「相次ぐ値上げ」の正体

皇紀2681年(令和3年)8月26日

雪印メグミルク、マーガリンなど最大12%値上げ 油脂高騰で10月から:時事ドットコム

雪印メグミルクは12日、マーガリンやホイップクリームなど家庭用14品の希望小売価格(税別)を1.9~12.2%値上げすると発表した。10月1日出荷分から。主原料の油脂価格が、産地の天候不順や世界的な需要拡大で高騰しているため…

(時事通信社)

 先日、週刊ダイヤモンドに在米音楽家の大江千里さんが「ニュー・ヨーク市のラーメンは一杯二千二百円なのに日本は安すぎる」と話したらしい記事が出ましたが、あれは米東海岸ニュー・ヨーク市の外食事情と物価についての説明が不十分であまり参考にならず、スイス(瑞国)の物価が高いのも永世中立国ゆえの事情などを無視して語ると頓珍漢な話になりがちです。
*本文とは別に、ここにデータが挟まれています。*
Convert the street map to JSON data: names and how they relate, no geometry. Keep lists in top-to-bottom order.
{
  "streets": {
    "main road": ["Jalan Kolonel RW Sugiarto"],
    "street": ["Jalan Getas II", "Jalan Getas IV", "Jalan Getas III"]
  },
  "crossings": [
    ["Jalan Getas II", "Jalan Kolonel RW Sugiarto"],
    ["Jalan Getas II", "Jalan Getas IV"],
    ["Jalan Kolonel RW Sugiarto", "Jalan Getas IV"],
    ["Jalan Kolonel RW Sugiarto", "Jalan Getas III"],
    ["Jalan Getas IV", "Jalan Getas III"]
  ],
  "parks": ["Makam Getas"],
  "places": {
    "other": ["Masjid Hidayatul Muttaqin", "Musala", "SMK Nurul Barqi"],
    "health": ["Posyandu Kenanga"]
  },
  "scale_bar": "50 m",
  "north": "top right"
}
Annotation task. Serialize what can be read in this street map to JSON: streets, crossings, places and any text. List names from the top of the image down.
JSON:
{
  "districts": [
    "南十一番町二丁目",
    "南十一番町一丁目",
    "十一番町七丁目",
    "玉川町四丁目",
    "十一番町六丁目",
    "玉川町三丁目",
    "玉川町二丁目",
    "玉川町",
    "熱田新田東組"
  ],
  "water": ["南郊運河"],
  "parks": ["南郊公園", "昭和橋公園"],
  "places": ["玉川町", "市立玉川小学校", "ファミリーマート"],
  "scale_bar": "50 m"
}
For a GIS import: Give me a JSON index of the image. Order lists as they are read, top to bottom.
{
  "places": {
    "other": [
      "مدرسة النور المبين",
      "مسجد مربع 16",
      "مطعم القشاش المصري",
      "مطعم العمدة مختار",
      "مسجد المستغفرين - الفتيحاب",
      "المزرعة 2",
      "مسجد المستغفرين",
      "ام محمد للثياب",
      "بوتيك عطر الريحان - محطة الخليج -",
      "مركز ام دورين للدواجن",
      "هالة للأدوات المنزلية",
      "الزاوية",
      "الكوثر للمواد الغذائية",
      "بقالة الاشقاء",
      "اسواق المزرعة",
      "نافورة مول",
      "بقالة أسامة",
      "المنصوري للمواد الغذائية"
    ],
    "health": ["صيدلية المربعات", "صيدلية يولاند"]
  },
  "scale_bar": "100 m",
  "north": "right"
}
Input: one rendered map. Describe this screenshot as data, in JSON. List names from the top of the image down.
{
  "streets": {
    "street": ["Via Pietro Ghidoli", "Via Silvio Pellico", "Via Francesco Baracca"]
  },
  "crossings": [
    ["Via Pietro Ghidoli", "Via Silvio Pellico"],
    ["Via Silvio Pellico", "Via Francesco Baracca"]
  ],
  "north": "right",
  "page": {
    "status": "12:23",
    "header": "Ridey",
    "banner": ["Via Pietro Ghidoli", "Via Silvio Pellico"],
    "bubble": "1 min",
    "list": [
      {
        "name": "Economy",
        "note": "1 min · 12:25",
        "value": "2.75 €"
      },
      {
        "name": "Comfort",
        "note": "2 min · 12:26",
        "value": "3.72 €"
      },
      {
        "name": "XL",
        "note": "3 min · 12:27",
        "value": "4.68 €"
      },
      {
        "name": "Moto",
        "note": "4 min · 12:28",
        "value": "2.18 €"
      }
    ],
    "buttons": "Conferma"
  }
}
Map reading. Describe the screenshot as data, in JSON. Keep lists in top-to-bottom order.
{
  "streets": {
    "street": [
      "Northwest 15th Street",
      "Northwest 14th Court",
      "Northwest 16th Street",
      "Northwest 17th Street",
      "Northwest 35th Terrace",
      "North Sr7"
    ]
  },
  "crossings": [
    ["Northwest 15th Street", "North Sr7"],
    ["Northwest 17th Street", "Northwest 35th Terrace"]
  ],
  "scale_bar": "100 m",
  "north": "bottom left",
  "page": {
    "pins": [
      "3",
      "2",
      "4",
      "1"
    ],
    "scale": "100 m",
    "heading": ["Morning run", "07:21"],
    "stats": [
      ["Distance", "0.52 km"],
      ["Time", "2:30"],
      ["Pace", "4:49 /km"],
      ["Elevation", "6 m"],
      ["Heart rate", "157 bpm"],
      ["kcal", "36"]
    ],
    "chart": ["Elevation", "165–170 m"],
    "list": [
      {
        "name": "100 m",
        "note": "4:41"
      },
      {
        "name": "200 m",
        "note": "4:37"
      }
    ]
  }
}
 しかし、例えば欧州の独国が平成二十六年に初めて最低賃金を制度化した際の八.五〇ユーロ(当時日本円で約千二百円)というのは、私たち日本国民を驚かせるに十分でした。英米よりも高い水準ですが、これでも仏国(九.四三ユーロ)よりは低かったのです。

 あれからどうなったかと申しますと、本年七月一日に九.六〇ユーロ(現時点で約千二百四十三円)に引き上がり、さらに来年一月一日より九.八二ユーロ(約千二百七十二円)、七月一日には十.四五ユーロ(約千三百五十三円)に引き上げられることが既に決まっています。

 これまた最低賃金だけで国家経済を論じると話がおかしくなっていくのでここまでとしますが、要は武漢ウイルス(新型コロナウイルス)騒動で世界各国の経済が弱体化していくのかと思いきや、実はわが国以外の先進諸国は好調に転じているのです。

 これには、そもそもの購買力平価など例示しておかねばならない事項がたくさんありますが、端的に申しますと武漢ウイルス騒動に甘んじた各国政府がそれなりの経済対策を国民に向けて打っており、回復後の予測から資材の奪い合いまで起き始め、騒動で一旦生産力が落ちたせいもあって注文が殺到している製造分野が出てきました。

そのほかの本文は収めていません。